→ WORK TASK
The result should be every line of the listing that contains "from".

→ DATA UNDER STUDY
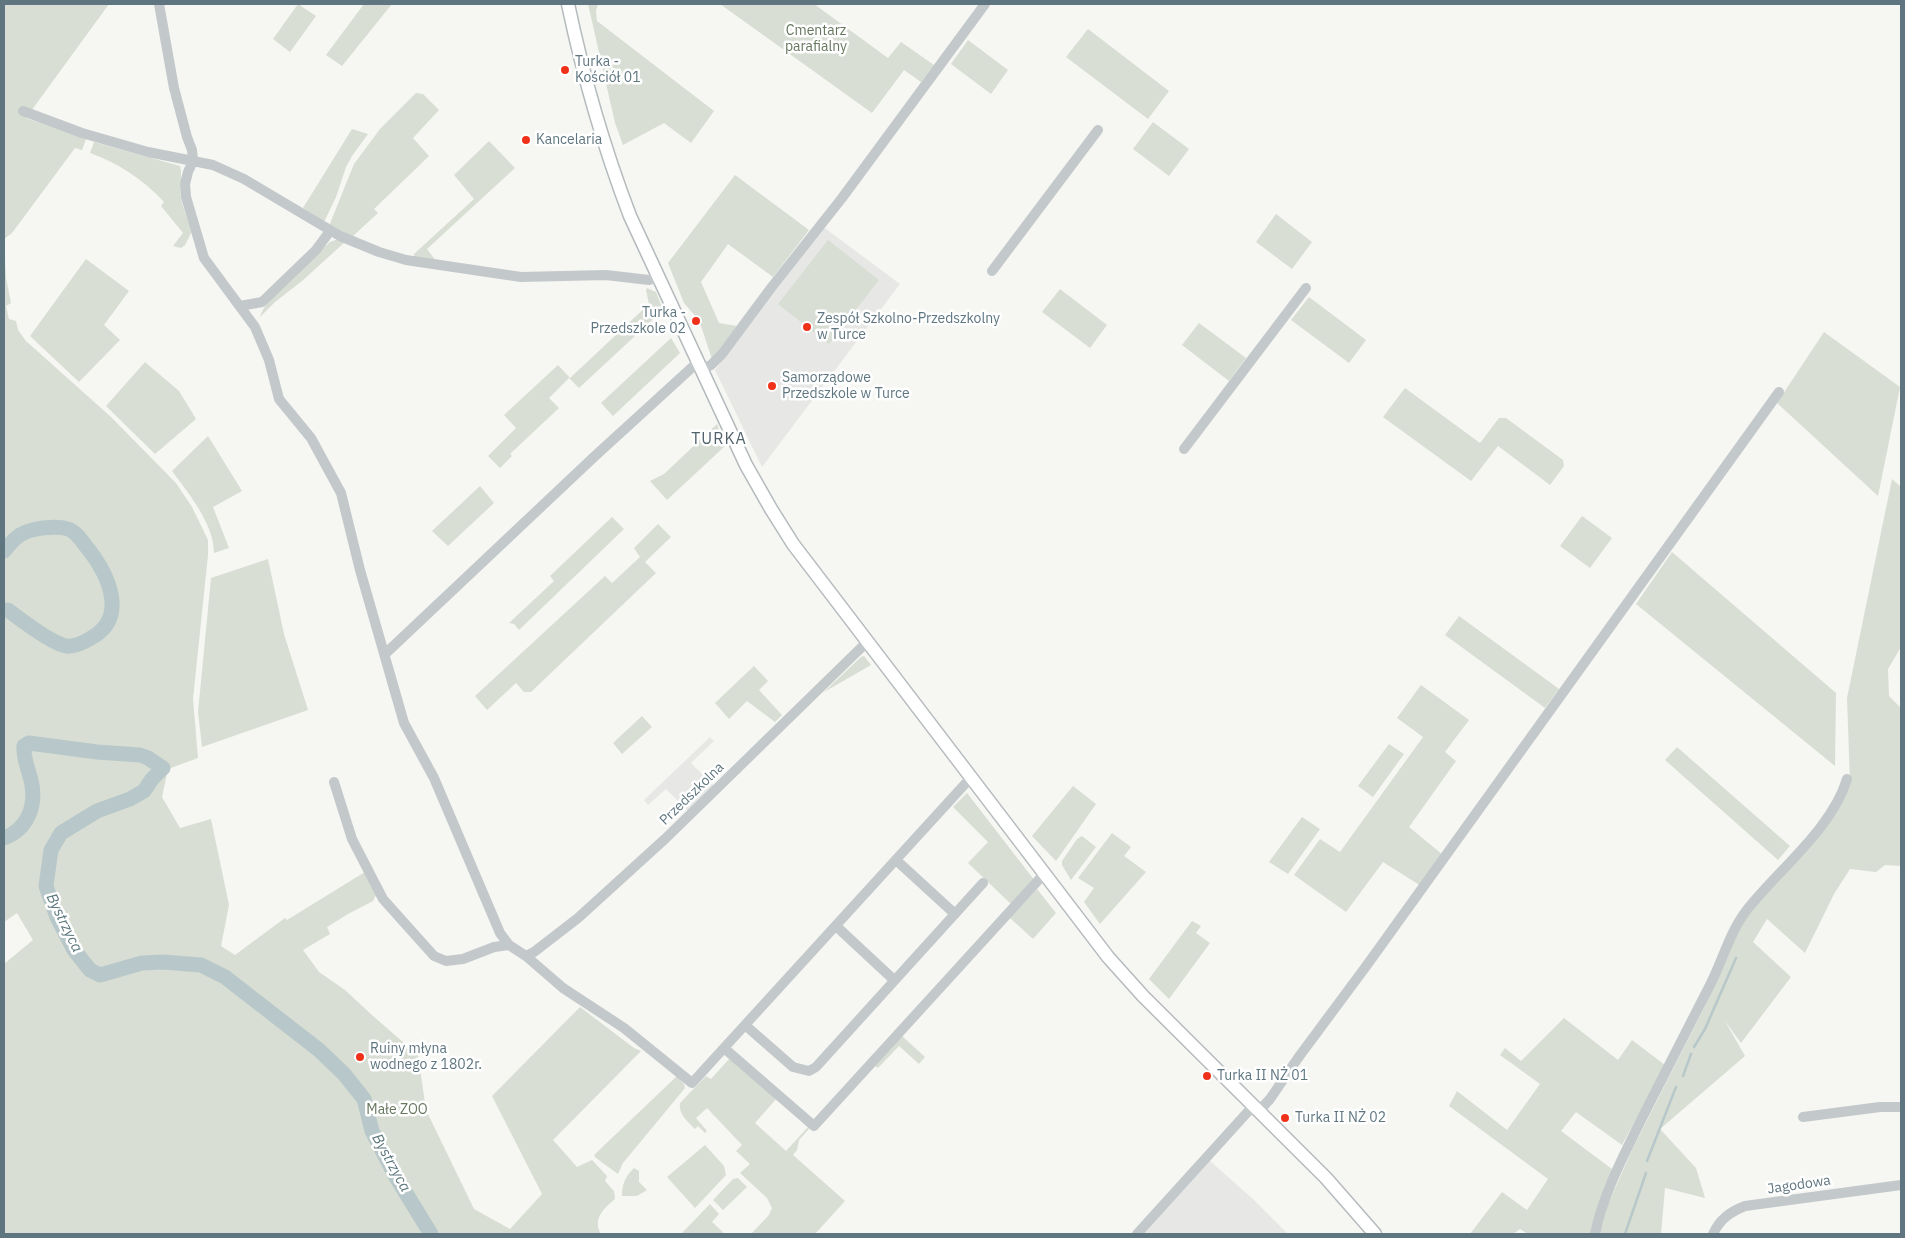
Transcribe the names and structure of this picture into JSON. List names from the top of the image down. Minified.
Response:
{"streets":{"street":["Przedszkolna","Jagodowa"]},"districts":["TURKA"],"water":["Bystrzyca"],"parks":["Cmentarz parafialny","Małe ZOO"],"places":["Turka - Kościół 01","Kancelaria","Turka - Przedszkole 02","Zespół Szkolno-Przedszkolny w Turce","Samorządowe Przedszkole w Turce","Ruiny młyna wodnego z 1802r.","Turka II NŻ 01","Turka II NŻ 02"]}
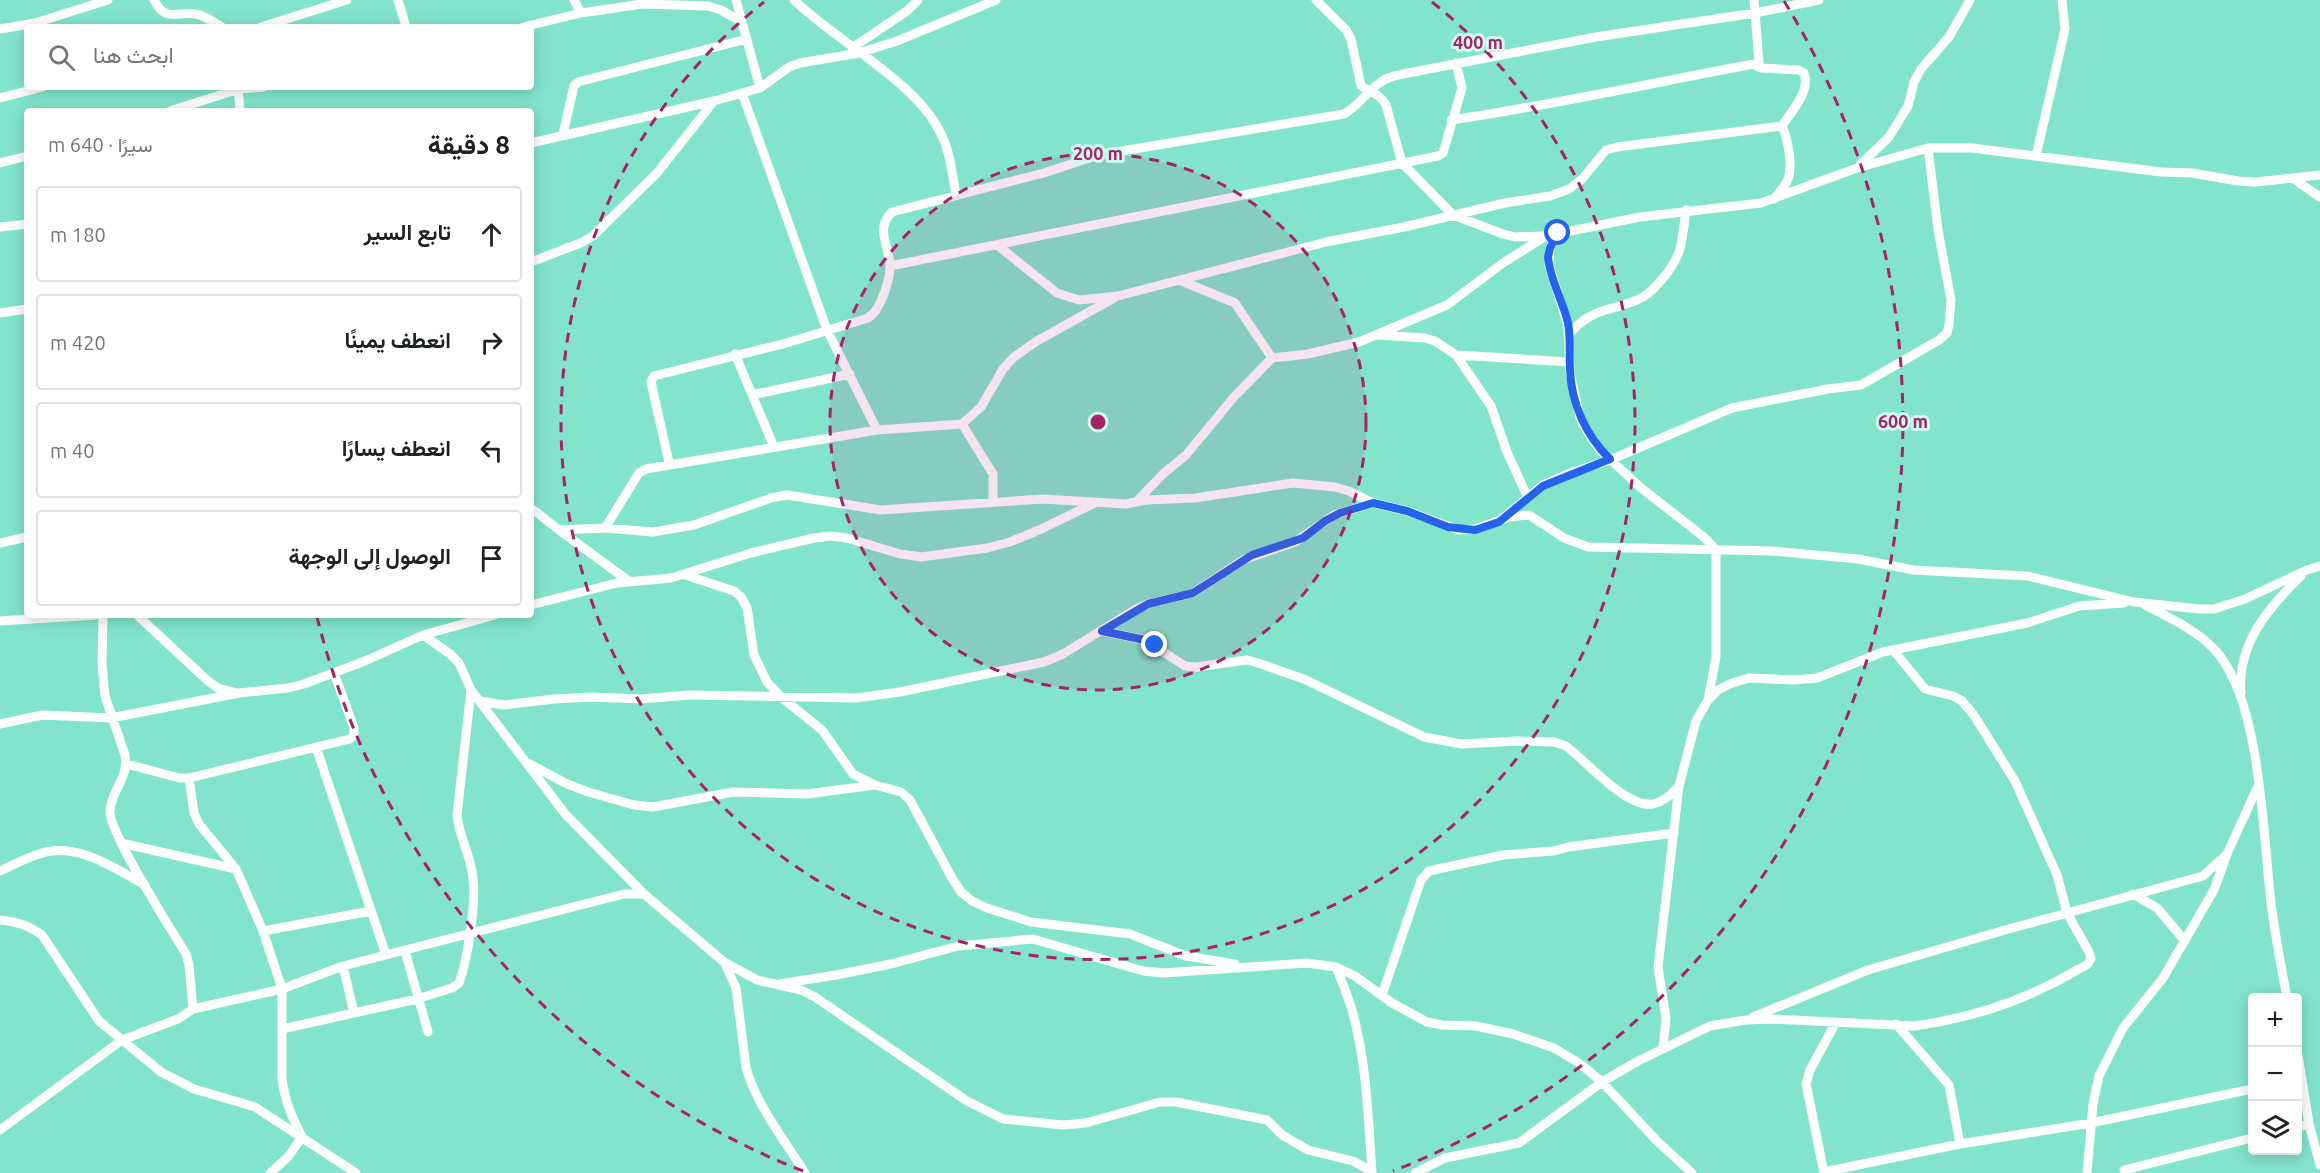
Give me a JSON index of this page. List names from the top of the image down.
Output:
{
  "page": {
    "search": "ابحث هنا",
    "heading": ["8 دقيقة", "سيرًا · 640 m"],
    "list": [
      ["تابع السير", "180 m"],
      ["انعطف يمينًا", "420 m"],
      ["انعطف يسارًا", "40 m"],
      "الوصول إلى الوجهة"
    ],
    "map_buttons": ["+", "−"]
  },
  "rings": ["400 m", "200 m", "600 m"]
}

→ RESULT FOR THIS TASK
Transcribe the names and structure of this picture into JSON. List names from the top of the image down. Minified.
Give me a JSON index of this page. List names from the top of the image down.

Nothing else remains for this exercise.